Ignoring The 95 Percenters: Can Beyond Oblivion Serve Industry & Music Liberation?
Will October 10, 2010 be the date we will look back on as the moment the music industry was saved… from itself? Maybe. Those familiar with this column will remember that I already have suggested December 8, 2009 – the date VEVO was launched – as a nominee for the industry’s updated ‘this day in history’ calendar (see AllHipHop.com Dec. 1, “Viva La Vevo! A Re-Birth For The Music Business?”).

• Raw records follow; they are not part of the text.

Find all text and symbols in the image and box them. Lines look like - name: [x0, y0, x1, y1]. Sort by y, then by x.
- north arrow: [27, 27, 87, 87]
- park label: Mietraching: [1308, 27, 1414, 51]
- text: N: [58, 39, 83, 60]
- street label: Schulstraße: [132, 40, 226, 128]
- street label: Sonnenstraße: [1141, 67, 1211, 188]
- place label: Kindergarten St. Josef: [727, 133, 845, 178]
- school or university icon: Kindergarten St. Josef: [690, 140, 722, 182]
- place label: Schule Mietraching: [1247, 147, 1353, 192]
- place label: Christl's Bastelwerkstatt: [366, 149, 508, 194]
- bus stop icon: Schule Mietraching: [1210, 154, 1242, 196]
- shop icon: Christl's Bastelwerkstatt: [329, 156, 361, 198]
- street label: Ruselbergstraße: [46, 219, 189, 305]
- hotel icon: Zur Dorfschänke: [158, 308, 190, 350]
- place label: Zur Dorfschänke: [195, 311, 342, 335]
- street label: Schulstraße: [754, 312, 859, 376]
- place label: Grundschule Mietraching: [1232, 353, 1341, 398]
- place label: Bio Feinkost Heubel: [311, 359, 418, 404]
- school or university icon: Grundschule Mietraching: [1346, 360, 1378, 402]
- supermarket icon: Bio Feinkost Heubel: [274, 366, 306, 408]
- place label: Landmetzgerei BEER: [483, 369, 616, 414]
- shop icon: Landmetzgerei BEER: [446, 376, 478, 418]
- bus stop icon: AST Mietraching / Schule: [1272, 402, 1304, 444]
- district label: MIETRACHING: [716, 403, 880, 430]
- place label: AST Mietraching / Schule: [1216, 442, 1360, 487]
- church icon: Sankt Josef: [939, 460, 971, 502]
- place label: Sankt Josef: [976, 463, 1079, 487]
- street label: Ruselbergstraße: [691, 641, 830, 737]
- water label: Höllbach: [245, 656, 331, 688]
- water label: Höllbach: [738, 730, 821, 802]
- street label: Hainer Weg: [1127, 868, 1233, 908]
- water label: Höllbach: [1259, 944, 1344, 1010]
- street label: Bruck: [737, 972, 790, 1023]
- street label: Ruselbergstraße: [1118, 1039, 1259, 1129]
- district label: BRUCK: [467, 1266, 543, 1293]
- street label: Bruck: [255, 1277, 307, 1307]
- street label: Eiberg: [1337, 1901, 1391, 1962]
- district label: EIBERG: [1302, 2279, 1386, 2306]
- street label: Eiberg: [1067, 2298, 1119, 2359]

But later this year, 10-10-10 to be exact, Beyond Oblivion, an intriguing new service is scheduled to debut. It raised eyebrows last month when news came that it had received funding from Rupert Murdoch’s News Corp. (which owns MySpace). It already had received funding from investment bank Allen and Co. and a strategic partnership between Sony Corporation & Philips Electronics, N.V.
What is Beyond Oblivion?
Beyond Oblivion self-describes as “a music service that combines the stickiness of a social network with unlimited life-of-device access to the largest music library on Earth, within a vast ecosystem where content owners are paid per-play no matter if the original music file was ripped, bootlegged or legally or illegally downloaded.”
In a simple 14-part multi-frame presentation on its official website (http://beyondoblivion.com/) the company describes its future place in music industry history and how the functions it offers can make time stand still:
“The entire history of recorded music has already been ripped, shared, and & downloaded. We are never going to get those files back. The International Federation of the Phonographic Industry (IFPI) estimates a GLOBAL piracy rate of 95%. Consequently copyright owners make the few [5%] pay for the digital music consumption of the many and overprice digital music; reducing demand for devices and services. We monetize all digital music files, paying for every play of a ripped, shared or downloaded digital music file – delivering Music Liberation.”
Styling itself as all things to all people (fans, record labels, mobile phone makers, music subscription services) the company is spreading itself thin (generalists rarely succeed in business), but does make a good first impression that it’s got what we need.
In my March 10 Hip-Hoppreneur ™ commentary “Netflix: The Future of The Music Business” I wrote:
“The music business has three problems. First it simply won’t accept that music is a commodity now and it doesn’t know how to make music a complimentary ingredient in a larger offering. The second problem comes from the 1st one – because the industry wants to keep selling ‘music,’ alone, it wastes its time trying to determine its price by dominating the supply of music, trying to make it harder to get, in a world of technology that makes it more and more available and easier to produce (for more on this see my Hip Hopppreneur commentary, ‘The Free Era: Music As Ingredient, Not Main Course’). The third problem is created by the second – because the industry tries to limit the supply of music in order to make it more valuable, it has ended up fighting technological platforms – mp3, satellite radio, streaming Internet media – that would have allowed it to bundle music as part of offerings where it would become more valuable, not less.”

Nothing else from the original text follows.